Can you be a host and a parasite at the same time? The answer is a stomach-turning “yes.” Like grotesque Matryoska dolls, naturalists sometimes find parasites within parasites.

1. "ANTI-ZOMBIE FUNGUS" FUNGUS 

Brain-controlling parasites sound like the villains of a cheap sci-fi movie. But make no mistake: They’re all too real.  Just ask an ant.

Members of the Ophiocordyceps fungal genus have evolved to attack a specific type of ant. In order to grow properly, these fungi need a patch of earth that meets several very specific conditions (perfect temperature, humidity, distance from the ground, etc.). But it needs transportation to get there.

When the right Ophiocordyceps encounters the right host, things get weird fast. Fungal spores infect the ant's brain, and literally control its mind. It drives the ant to prime Ophiocordyceps real estate, where the ant bites down onto a leaf and dies. After the ant expires, thread-like filaments spread through its body. These soon breach the exoskeleton and, before long, new Ophiocordyceps spores rupture the ant’s head, ready to repeat this cycle of mayhem.

A third player in this Jacobean drama was revealed in 2012. A team led by Penn State biologist David Hughes discovered a second fungus—one which saves countless ants from mental enslavement. This currently nameless organism turns the tables and makes a host out of Ophiocordyceps itself. “The hyperparasitic fungus effectively castrates the zombie-ant fungus so it cannot spread its spores,” Hughes says.

2. DOUBLE-PORED DOG TAPEWORM (DIPLYDIUM CANIUM)

Man’s best friend is a four-legged flea magnet. Multiple species target canines, with the aptly named dog flea (Ctenocephalides canis) being the most widespread. It also can infect the skin of felines and—occasionally—humans. 

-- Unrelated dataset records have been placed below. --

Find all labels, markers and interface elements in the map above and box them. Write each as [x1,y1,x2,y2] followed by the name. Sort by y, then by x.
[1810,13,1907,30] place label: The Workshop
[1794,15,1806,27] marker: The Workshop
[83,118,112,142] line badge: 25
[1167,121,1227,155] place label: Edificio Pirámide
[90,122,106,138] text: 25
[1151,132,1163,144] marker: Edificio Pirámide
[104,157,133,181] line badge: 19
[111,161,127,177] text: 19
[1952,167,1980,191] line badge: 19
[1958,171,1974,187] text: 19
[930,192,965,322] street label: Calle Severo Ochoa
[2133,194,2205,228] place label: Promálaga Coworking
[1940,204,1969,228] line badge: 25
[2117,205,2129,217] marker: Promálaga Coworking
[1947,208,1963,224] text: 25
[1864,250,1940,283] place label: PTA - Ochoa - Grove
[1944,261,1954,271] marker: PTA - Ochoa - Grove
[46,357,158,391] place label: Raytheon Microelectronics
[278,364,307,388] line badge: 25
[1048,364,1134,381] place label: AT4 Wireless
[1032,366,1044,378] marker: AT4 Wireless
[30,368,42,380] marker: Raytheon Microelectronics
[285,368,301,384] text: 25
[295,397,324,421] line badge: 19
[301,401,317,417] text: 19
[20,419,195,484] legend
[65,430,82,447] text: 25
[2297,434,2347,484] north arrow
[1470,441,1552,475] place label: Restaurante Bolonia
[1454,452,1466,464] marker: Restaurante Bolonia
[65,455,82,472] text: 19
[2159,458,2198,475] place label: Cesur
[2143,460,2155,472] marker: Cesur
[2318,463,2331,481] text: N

Apart from being annoying, the flea can be a Trojan horse for a far more dangerous parasite. Larval fleas frequently eat the eggs of double-pored dog tapeworms. These hatch into cysticercoids (tapeworm larvae), which bide their time inside the flea’s intestines while the arthropod grows up. Should a dog, cat, or human accidentally swallow an infected flea, the cysticercoid will break out and develop into a mature, full-length tapeworm. Upon becoming sexually active, this segmented creature releases eggs that the host later poops out. Fleas then gobble them up, and the cycle repeats itself.

3. ASAPHES CALIFORNICUS WASP

Any parasitic organism that invades another one is called a “hyperparasite.” And then we have A. californicus, which counts as a “hyper-hyperparasite.” Pea aphids (Acyrthosiphon pisum) are red and green sap-suckers that can be found throughout much of Europe and North America. Commonly regarded as pests, the bugs are vulnerable to Aphidius smithi: a wasp whose larvae live inside them and mooch off the aphids’ food supply.

Life isn’t exactly a cakewalk for these freeloaders, however. Aphidius smithi larvae can themselves become infected by the larvae of another wasp: Alloxysta victrix. Those, in turn, will sometimes harbor A. californicus larvae. So, to recap, a single aphid might well have a parasite that has a parasite that has a parasite. Isn’t nature delightful?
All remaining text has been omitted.